• _Exercise_
Below are some records. How many of their lines contain the string "ROOIELS"? Answer with the number alone.

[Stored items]
□ □ □ □ □
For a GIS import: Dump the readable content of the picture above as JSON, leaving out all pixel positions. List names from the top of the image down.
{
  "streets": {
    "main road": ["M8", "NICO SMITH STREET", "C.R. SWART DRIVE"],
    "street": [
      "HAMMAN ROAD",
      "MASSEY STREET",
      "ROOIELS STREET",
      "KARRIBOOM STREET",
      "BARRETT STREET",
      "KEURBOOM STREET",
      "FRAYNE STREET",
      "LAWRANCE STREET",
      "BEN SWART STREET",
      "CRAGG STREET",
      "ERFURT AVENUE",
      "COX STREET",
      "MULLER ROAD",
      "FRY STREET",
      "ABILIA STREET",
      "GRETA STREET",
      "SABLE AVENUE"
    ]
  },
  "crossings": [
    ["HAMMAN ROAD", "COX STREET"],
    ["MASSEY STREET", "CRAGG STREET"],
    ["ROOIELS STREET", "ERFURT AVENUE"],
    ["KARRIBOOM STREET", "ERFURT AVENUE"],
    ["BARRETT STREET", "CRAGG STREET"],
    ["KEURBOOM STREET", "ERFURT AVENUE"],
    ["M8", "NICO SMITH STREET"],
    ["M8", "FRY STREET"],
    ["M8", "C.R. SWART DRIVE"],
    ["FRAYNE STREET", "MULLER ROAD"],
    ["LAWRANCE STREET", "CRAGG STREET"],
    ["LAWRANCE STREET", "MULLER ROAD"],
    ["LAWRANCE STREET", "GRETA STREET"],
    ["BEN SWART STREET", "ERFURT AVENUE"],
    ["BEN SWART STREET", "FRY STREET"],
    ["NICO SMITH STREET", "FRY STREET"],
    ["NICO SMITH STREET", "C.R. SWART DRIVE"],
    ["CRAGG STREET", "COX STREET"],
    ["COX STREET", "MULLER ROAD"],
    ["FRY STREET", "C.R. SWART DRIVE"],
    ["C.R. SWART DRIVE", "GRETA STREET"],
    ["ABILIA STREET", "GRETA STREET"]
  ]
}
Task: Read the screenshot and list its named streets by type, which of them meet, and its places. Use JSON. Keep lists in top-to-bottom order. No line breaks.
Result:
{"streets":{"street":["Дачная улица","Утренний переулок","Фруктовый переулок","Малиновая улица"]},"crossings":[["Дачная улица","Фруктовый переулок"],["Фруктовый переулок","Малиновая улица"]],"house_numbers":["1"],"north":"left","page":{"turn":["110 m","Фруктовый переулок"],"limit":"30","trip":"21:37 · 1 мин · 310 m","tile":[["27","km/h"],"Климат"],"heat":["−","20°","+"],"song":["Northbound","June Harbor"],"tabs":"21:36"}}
□ □ □ □ □
• _Solution_
2